» **Work instruction**: Some of the lines below need repeating. Reproduce exactly those between the lines holding "M680,808L707,827L694,845L667,826Z" and "M654,1135L664,1142L655,1156L645,1150Z", inclusive.

» **Records to use**:
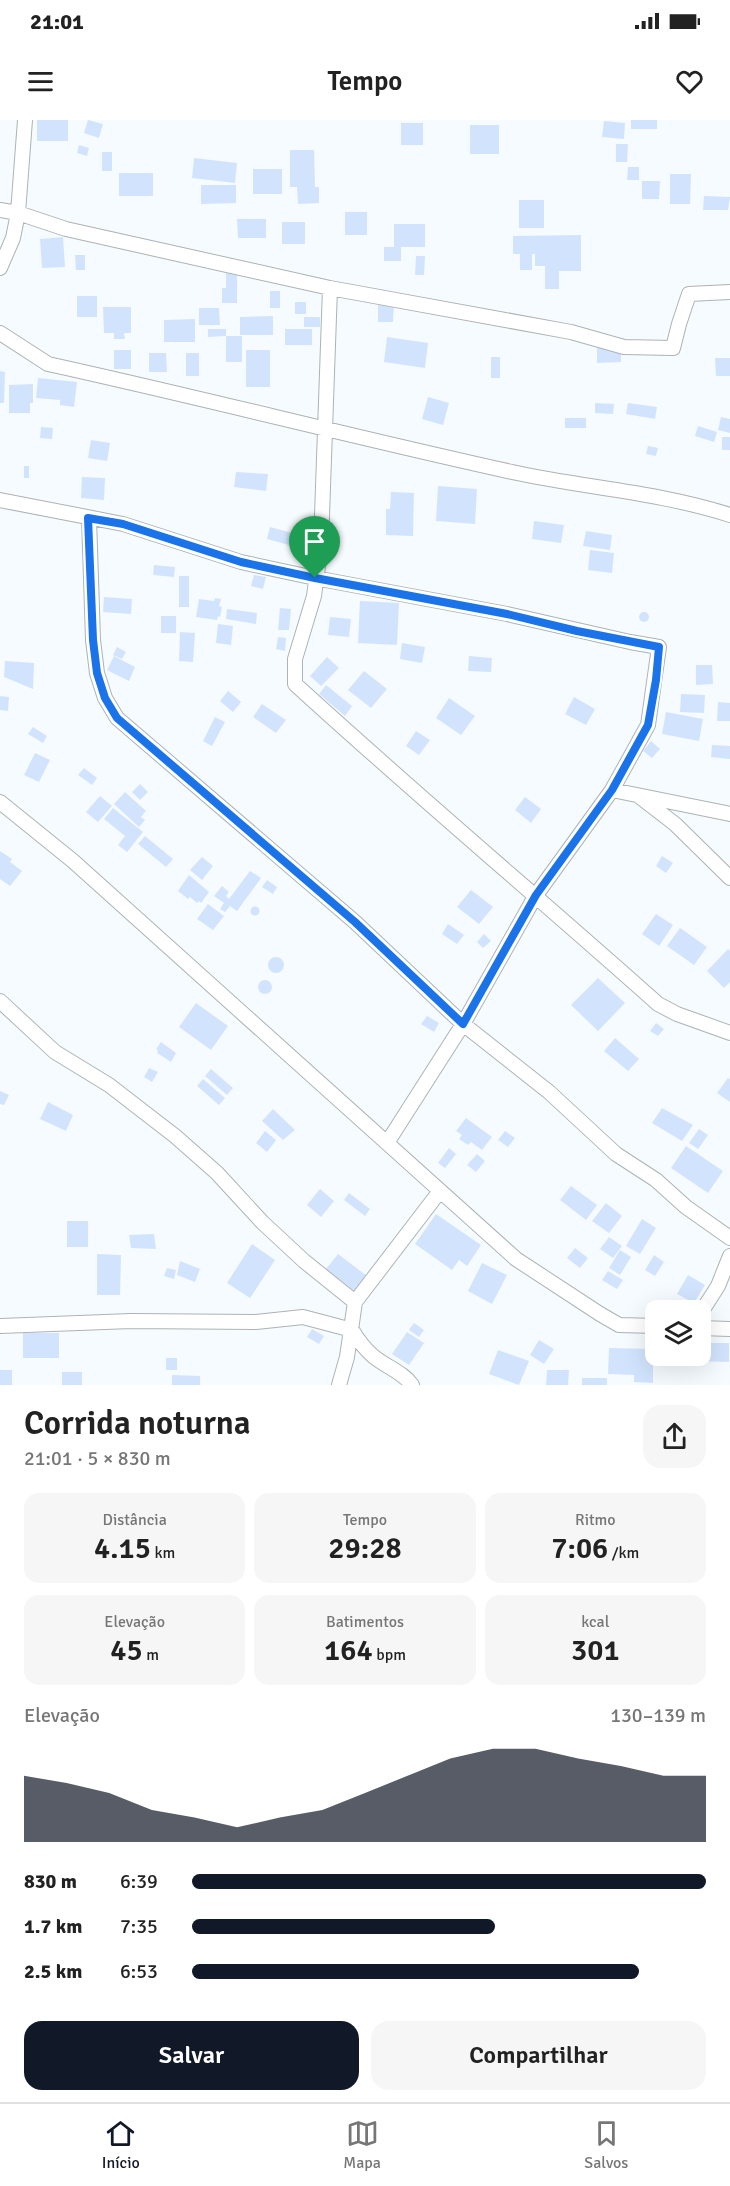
<!DOCTYPE html>
<html lang="pt">
<meta charset="utf-8">
<style>
:root{--surface:#fff;--page:#f6f6f6;--text:#222;--muted:#767676;--line:#e0e0e0;--accent:#111827}
body{margin:0;font-family:Signika,sans-serif;background:var(--page);color:var(--text);height:100vh;display:flex;flex-direction:column;font-size:22px;white-space:nowrap}
*{box-sizing:border-box;margin:0}
p{font-size:20px;color:var(--muted)}
.icon{flex:none;width:33px;height:33px;fill:none;stroke:currentColor;stroke-width:2;stroke-linecap:round;stroke-linejoin:round}
.map{position:relative;height:1265px;overflow:hidden}
.drawer{display:flex;flex-direction:column;background:var(--surface);flex:1}
.drawer>*{flex:none}
.fabs{position:absolute;left:645px;top:1180px;display:grid;gap:12px}
.fabs a{display:grid;place-items:center;width:66px;height:66px;border-radius:12px;background:var(--surface);box-shadow:0 6px 24px #0002;font-size:30px}
.pin{position:absolute;display:grid;place-items:center;width:51px;height:51px;color:#fff;margin:-62px -26px;border-radius:50% 50% 50% 0;rotate:-45deg;box-shadow:0 0 6px #0007}
.pin .icon{rotate:45deg}
.round{display:grid;place-items:center;flex:none;width:63px;height:63px;border-radius:18px;background:var(--page)}
.overview{display:flex;align-items:center;justify-content:space-between;height:102px;padding:0 24px}
h1{font-size:33px;font-weight:600;line-height:45px}
.metrics{display:grid;grid-template-columns:repeat(3,1fr);gap:9px;height:102px;padding:6px 24px}
.metrics div{display:grid;align-content:center;border-radius:15px;background:var(--page);text-align:center}
.metrics b{font-size:30px;font-weight:600}
.metrics small{font-size:16px;font-weight:400}
.metrics p{font-size:16px}
.chart{height:168px;padding:12px 24px}
.chart p{display:flex;justify-content:space-between}
.chart svg{width:100%;height:108px;margin-top:6px;fill:var(--accent);opacity:.7}
.primary-button{display:flex;gap:12px;margin-top:auto;padding:12px 24px}
.primary-button a{flex:1;height:69px;border-radius:18px;background:var(--accent);color:#fff;font-size:24px;font-weight:600;line-height:69px;text-align:center}
.primary-button a+a{background:var(--page);color:var(--text)}
ul{padding:0 24px;list-style:none;font-size:20px}
li{display:grid;grid-template-columns:96px 72px 1fr;align-items:center;height:45px}
li i{height:15px;border-radius:8px;background:var(--accent)}
.status{display:flex;justify-content:space-between;align-items:center;height:42px;padding:0 30px;background:var(--surface);direction:ltr}
.status svg{height:16px;fill:currentColor}
header{display:flex;justify-content:space-between;align-items:center;height:78px;padding:0 24px;background:var(--surface);font-size:27px;font-weight:600}
.dock{display:flex;justify-content:space-around;align-items:center;height:84px;border-top:2px solid var(--line);background:var(--surface);font-size:16px;color:var(--muted)}
.dock a{display:grid;justify-items:center;gap:3px}
.dock .selected{color:var(--accent)}
.map>svg:first-child{display:block}
</style>
<div class="status"><b>21:01</b><svg viewBox="0 0 49 12"><path d="M0 12V9h3v3zM5 12V6h3v6zM10 12V3h3v9zM15 12V0h3v12zM26 1h20v11H26zM47 4h2v5h-2z"/></svg></div>
<header><svg class="icon" aria-label="menu" viewBox="0 0 24 24"><path d="M4 6h16M4 12h16M4 18h16"/></svg>Tempo<svg class="icon" aria-label="heart" viewBox="0 0 24 24"><path d="M12 20l-8-8c-3-5 5-10 8-4 3-6 11-1 8 4z"/></svg></header>
<div class="map">
<svg width="730" height="1265" viewBox="0 0 730 1265">
<rect width="100%" height="100%" fill="#f5fbfe"/>
<!-- building -->
<path fill="#d2e4fd" d="M37,0H68V21H37Z
M88,0L103,4L99,18L84,13Z
M631,0H657V9H631Z
M604,1L625,3L624,19L602,17Z
M401,3H423V25H401Z
M470,5H499V34H470Z
M616,24H628L627,42H616Z
M79,25L89,28L87,36L77,33Z
M290,30H314L315,67H319V83L298,84L297,67H290Z
M102,32H112V51H102Z
M194,38L237,43L235,63L192,58Z
M628,47H639V60H627Z
M253,49H282V74H253Z
M119,53H153V76H119Z
M670,54H691L690,84H670Z
M642,61H660L659,79H642Z
M201,65H236V83L201,84Z
M704,76L730,77L728,90H703Z
M519,80H544V108H519Z
M345,92H367V115H345Z
M237,99H266V118H238Z
M282,102H305V124H282Z
M394,104H425V127H401V141H384V127H394Z
M581,115V151H559V169H545V146H535V134H532V150H520V134H513V116Z
M63,117L65,147L42,148L40,119Z
M75,135H85V150H76Z
M416,136H425L424,155H415Z
M226,153H237V183H222V168H226Z
M270,171H280V188H270Z
M77,176H97V197H77Z
M295,182H306V194H295Z
M378,182H394L393,202H378Z
M103,187H131V213H124L125,219H114V213H104Z
M199,188H219L220,205H199Z
M273,196V215H240V197Z
M304,197H320V207H304Z
M195,199V222H164V200Z
M208,209H226V216L208,217Z
M285,209H312V225H285Z
M226,216H242V242H226Z
M387,217L428,223L425,248L384,242Z
M621,227V242L597,243V228Z
M114,230H131V249H114Z
M246,230H270V267H246Z
M149,233H166L167,252H149Z
M186,233H199V256H186Z
M491,237H500V258H491Z
M715,238H730V256H716Z
M0,251L5,252L4,283H0Z
M38,258L77,262L74,287L60,285V280L36,278Z
M33,264V283H30V293H9V265Z
M428,277L449,283L443,305L422,299Z
M595,283L614,284L613,294L595,293Z
M628,283L657,287L655,299L626,294Z
M721,297L730,299V313L718,310Z
M565,298H586V308H565Z
M698,306L717,312L714,322L695,316Z
M41,307L53,308L52,319L40,318Z
M722,317H730V330H722Z
M91,320L110,323L107,341L88,338Z
M648,326L658,328L656,336L646,334Z
M24,346H29V358H24Z
M236,352L268,354L266,371L234,367Z
M82,357L105,358L104,380L81,378Z
M438,366L477,369L475,404L436,401Z
M391,372L414,373L413,416L386,415V389H390Z
M534,401L564,405L561,423L532,419Z
M270,407L292,413L289,425L267,419Z
M586,411L612,415L610,430L583,426Z
M590,430L614,433L612,453L588,450Z
M154,445L175,447L174,457L153,455Z
M254,455L266,457L263,469L251,466Z
M179,456H189V487H179Z
M104,477L132,479L131,494L103,492Z
M215,478L221,479L219,486L222,487L220,497L218,496L217,500L196,497L199,479L214,481Z
M360,481L399,483L397,525L358,523Z
M280,488L291,489L289,510H278Z
M227,489L257,493L256,504L226,499Z
M639 497a5 5 0 1 1 10 0a5 5 0 1 1-10 0Z
M161,496H176V513H161Z
M330,497L351,499L349,517L328,515Z
M218,504L233,506L231,525L216,523Z
M180,512L195,513L193,542L179,541Z
M278,517L286,518L285,531L276,529Z
M402,523L425,527L422,543L400,539Z
M117,527L126,532L122,539L113,535Z
M114,536L135,547L129,561L107,550Z
M469,536L492,538L491,552L468,551Z
M327,537L339,548L321,566L310,556Z
M5,541L34,543L33,569L4,557Z
M696,545H712L713,564L696,565Z
M364,551L387,569L371,588L348,570Z
M326,565L352,586L345,596L319,574Z
M228,571L241,582L233,592L220,581Z
M681,574L705,575L704,593L680,592Z
M0,576L9,577L8,591L0,590Z
M574,577L595,589L586,605L565,594Z
M449,578L475,596L461,615L436,598Z
M718,582L730,583V601H717Z
M262,584L286,600L276,613L253,597Z
M666,592L703,599L699,621L662,614Z
M215,597L225,602L212,626L203,621Z
M33,607L47,616L43,623L28,614Z
M416,611L430,620L419,635L406,626Z
M651,621L660,629L652,638L643,631Z
M712,625L730,626V639L711,637Z
M35,633L50,640L39,662L24,655Z
M84,648L97,658L92,665L78,655Z
M140,664L148,672L140,680L132,672Z
M125,672L146,691L141,697L145,700L139,707L114,684Z
M100,676L112,686L98,702L86,692Z
M525,677L541,689L531,703L515,690Z
M113,688L143,712L127,732L118,725L125,716L104,699Z
M145,716L173,739L166,747L138,724Z
M0,731L12,739L10,742L22,751L10,766L0,759Z
M662,736L673,743L666,753L656,746Z
M202,737L213,746L202,760L190,750Z
M250,751L261,758L237,791L230,786L225,792L220,789L224,783L214,776L222,766L229,772L226,776L229,779Z
M189,755L209,772L201,783L199,781L197,783L190,777L188,779L178,771Z
M267,760L277,767L273,774L262,767Z
M471,770L493,787L479,804L457,787Z
M208,784L224,796L213,810L197,799Z
M250.5 791a4.5 4.5 0 1 1 9 0a4.5 4.5 0 1 1-9 0Z
M656,794L673,805L659,826L642,814Z
M448,804L464,815L457,824L442,814Z
M680,808L707,827L694,845L667,826Z
M484,814L491,821L483,828L477,822Z
M728,829L730,831V862L724,868L707,851Z
M268 845a8 8 0 1 1 16 0a8 8 0 1 1-16 0Z
M598,858L625,883L598,911L571,885Z
M258 867a7 7 0 1 1 14 0a7 7 0 1 1-14 0Z
M196,883L228,906L211,930L179,907Z
M427,896L439,903L434,912L421,904Z
M656,903L664,909L658,916L650,911Z
M615,918L639,939L628,951L604,931Z
M161,922L176,933L171,942L157,933L158,930L156,929Z
M149,948L158,952L152,962L144,957Z
M211,949L233,968L227,975L205,956Z
M728,958L730,959V982L717,973Z
M203,959L225,978L219,985L197,966Z
M0,971L9,975L4,985L0,984Z
M48,982L73,995L66,1011L40,999Z
M662,988L693,1005L682,1021L652,1003Z
M273,989L295,1010L283,1020L262,1001Z
M466,998L492,1017L482,1030L471,1022L468,1025L459,1019L462,1015L456,1011Z
M699,1009L708,1015L698,1029L689,1023Z
M265,1011L276,1020L267,1032L256,1023Z
M505,1011L515,1018L508,1027L498,1020Z
M686,1026L723,1051L708,1073L671,1048Z
M449,1028L456,1034L445,1048L438,1043Z
M477,1034L485,1041L476,1052L467,1045Z
M571,1066L597,1085L586,1100L560,1080Z
M320,1069L334,1081L321,1097L307,1085Z
M349,1073L370,1089L365,1096L344,1080Z
M606,1083L622,1096L609,1113L592,1101Z
M436,1094L481,1125L467,1146L459,1140L452,1150L415,1124Z
M642,1099L656,1108L640,1134L626,1126Z
M67,1101H88V1127H67Z
M154,1114L156,1129L131,1128L129,1115Z
M609,1117L622,1126L613,1138L600,1129Z
M252,1124L275,1140L250,1178L227,1163Z
M575,1128L588,1138L580,1148L567,1138Z
M620,1130L631,1137L620,1155L609,1148Z
M97,1134L121,1135L120,1175H97Z
M338,1134L367,1156L354,1171L326,1149Z
M654,1135L664,1142L655,1156L645,1150Z
M180,1141L200,1149L195,1162L177,1155Z
M482,1143L507,1155L492,1184L468,1171Z
M167,1148L176,1150L174,1159L164,1156Z
M608,1151L623,1160L617,1169L602,1160Z
M688,1155L705,1165L694,1183L677,1174Z
M414,1203L424,1210L419,1217L409,1210Z
M312,1209L324,1216L319,1224L307,1217Z
M407,1212L424,1223L409,1245L392,1234Z
M23,1213H59V1238H23Z
M539,1220L554,1229L544,1244L530,1235Z
M700,1223H729V1242L694,1241V1236H700Z
M609,1228L653,1229V1263L634,1262V1255L608,1254Z
M498,1230L529,1241L519,1265L489,1254Z
M166,1238H177V1250H166Z
M0,1250H12V1265H0Z
M547,1250H569L568,1265H546Z
M62,1252H82V1265H62Z
M172,1255L200,1256V1265H172Z
M582,1258H607V1265H582Z"/>
<g fill="none" stroke-linecap="round" stroke-linejoin="round">
<defs>
<path id="street" d="M0,90L18,93L66,109L330,168L571,212L624,227L673,228L679,204L689,174L730,172
M0,148L13,118L18,93L25,0
M330,168L321,424L314,476L295,539V564C414,673 538,777 658,884L677,894L730,913
M0,213L48,244C203,278 357,318 512,352C585,368 659,372 730,395
M0,380L123,404L241,442L315,458L507,494L630,522L659,527L648,605L612,670
M89,398L93,520L97,553L105,578L117,598L355,802L463,904L549,972L616,1034L656,1060L686,1087L730,1118
M640,677L675,704L730,758
M0,682L73,741L516,1139L600,1194L619,1205L656,1206
M0,881L55,932L109,965L175,1016L217,1053L262,1102L304,1141L355,1182
M387,1023L463,904L536,775L612,670L730,694
M700,1194L718,1166L730,1136
M0,1206L131,1201L256,1202L303,1197L352,1210C358,1220 365,1229 373,1236C386,1247 403,1252 412,1265
M700,1208L730,1209
M339,1265L347,1237L355,1182L440,1071"/>
</defs>
<!-- street casing -->
<use href="#street" stroke="#adb3b5" stroke-width="16"/>
<!-- street -->
<use href="#street" stroke="#fff" stroke-width="14"/>
</g>
<g fill="none" stroke-linecap="round" stroke-linejoin="round">
<defs>
<path id="route" d="M88,398L123,404L241,442L315,458L507,494L577,511L659,527L656,560L648,605L612,670L536,775L463,904L355,802L117,598L105,578L97,553L93,520Z"/>
</defs>
<!-- route casing -->
<use href="#route" stroke="#fff" stroke-width="12"/>
<!-- route -->
<use href="#route" stroke="#1a73e8" stroke-width="8"/>
</g>
</svg>
<div class="fabs">
<a><svg class="icon" aria-label="layers" viewBox="0 0 24 24"><path d="M12 4l9 5-9 5-9-5zM3 14l9 5 9-5"/></svg></a>
</div>
<div class="pin" style="left:315px;top:458px;background:#1e9e55"><svg class="icon" aria-label="arrive" viewBox="0 0 24 24"><path d="M6 21V4h12l-3 4 3 4H6"/></svg></div>
</div>
<section class="drawer">
<div class="overview"><div><h1>Corrida noturna</h1><p>21:01 · 5 × 830 m</p></div><a class="round"><svg class="icon" aria-label="share" viewBox="0 0 24 24"><path d="M12 15V3M7 8l5-5 5 5M5 13v7h14v-7"/></svg></a></div>
<div class="metrics">
<div><p>Distância</p><b>4.15<small> km</small></b></div>
<div><p>Tempo</p><b>29:28</b></div>
<div><p>Ritmo</p><b>7:06<small> /km</small></b></div>
</div>
<div class="metrics">
<div><p>Elevação</p><b>45<small> m</small></b></div>
<div><p>Batimentos</p><b>164<small> bpm</small></b></div>
<div><p>kcal</p><b>301</b></div>
</div>
<div class="chart"><p><span>Elevação</span>130–139 m</p>
<svg viewBox="0 0 160 44" preserveAspectRatio="none"><path d="M0 44V17L10 20L20 24L30 31L40 34L50 38L60 34L70 31L80 24L90 17L100 10L110 6L120 6L130 10L140 13L150 17L160 17V44z"/></svg>
</div>
<ul>
<li><b>830 m</b>6:39<i style="width:100%"></i></li>
<li><b>1.7 km</b>7:35<i style="width:59%"></i></li>
<li><b>2.5 km</b>6:53<i style="width:87%"></i></li>
</ul>
<div class="primary-button"><a>Salvar</a><a>Compartilhar</a></div>
</section>
<nav class="dock">
<a class="selected"><svg class="icon" aria-label="home" viewBox="0 0 24 24"><path d="M3 11l9-7 9 7M6 9v11h12V9"/></svg>Início</a>
<a><svg class="icon" aria-label="map" viewBox="0 0 24 24"><path d="M3 6l6-2 6 2 6-2v14l-6 2-6-2-6 2zM9 4v14M15 6v14"/></svg>Mapa</a>
<a><svg class="icon" aria-label="saved" viewBox="0 0 24 24"><path d="M7 4h10v16l-5-4-5 4z"/></svg>Salvos</a>
</nav>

» **Response area**:
M680,808L707,827L694,845L667,826Z
M484,814L491,821L483,828L477,822Z
M728,829L730,831V862L724,868L707,851Z
M268 845a8 8 0 1 1 16 0a8 8 0 1 1-16 0Z
M598,858L625,883L598,911L571,885Z
M258 867a7 7 0 1 1 14 0a7 7 0 1 1-14 0Z
M196,883L228,906L211,930L179,907Z
M427,896L439,903L434,912L421,904Z
M656,903L664,909L658,916L650,911Z
M615,918L639,939L628,951L604,931Z
M161,922L176,933L171,942L157,933L158,930L156,929Z
M149,948L158,952L152,962L144,957Z
M211,949L233,968L227,975L205,956Z
M728,958L730,959V982L717,973Z
M203,959L225,978L219,985L197,966Z
M0,971L9,975L4,985L0,984Z
M48,982L73,995L66,1011L40,999Z
M662,988L693,1005L682,1021L652,1003Z
M273,989L295,1010L283,1020L262,1001Z
M466,998L492,1017L482,1030L471,1022L468,1025L459,1019L462,1015L456,1011Z
M699,1009L708,1015L698,1029L689,1023Z
M265,1011L276,1020L267,1032L256,1023Z
M505,1011L515,1018L508,1027L498,1020Z
M686,1026L723,1051L708,1073L671,1048Z
M449,1028L456,1034L445,1048L438,1043Z
M477,1034L485,1041L476,1052L467,1045Z
M571,1066L597,1085L586,1100L560,1080Z
M320,1069L334,1081L321,1097L307,1085Z
M349,1073L370,1089L365,1096L344,1080Z
M606,1083L622,1096L609,1113L592,1101Z
M436,1094L481,1125L467,1146L459,1140L452,1150L415,1124Z
M642,1099L656,1108L640,1134L626,1126Z
M67,1101H88V1127H67Z
M154,1114L156,1129L131,1128L129,1115Z
M609,1117L622,1126L613,1138L600,1129Z
M252,1124L275,1140L250,1178L227,1163Z
M575,1128L588,1138L580,1148L567,1138Z
M620,1130L631,1137L620,1155L609,1148Z
M97,1134L121,1135L120,1175H97Z
M338,1134L367,1156L354,1171L326,1149Z
M654,1135L664,1142L655,1156L645,1150Z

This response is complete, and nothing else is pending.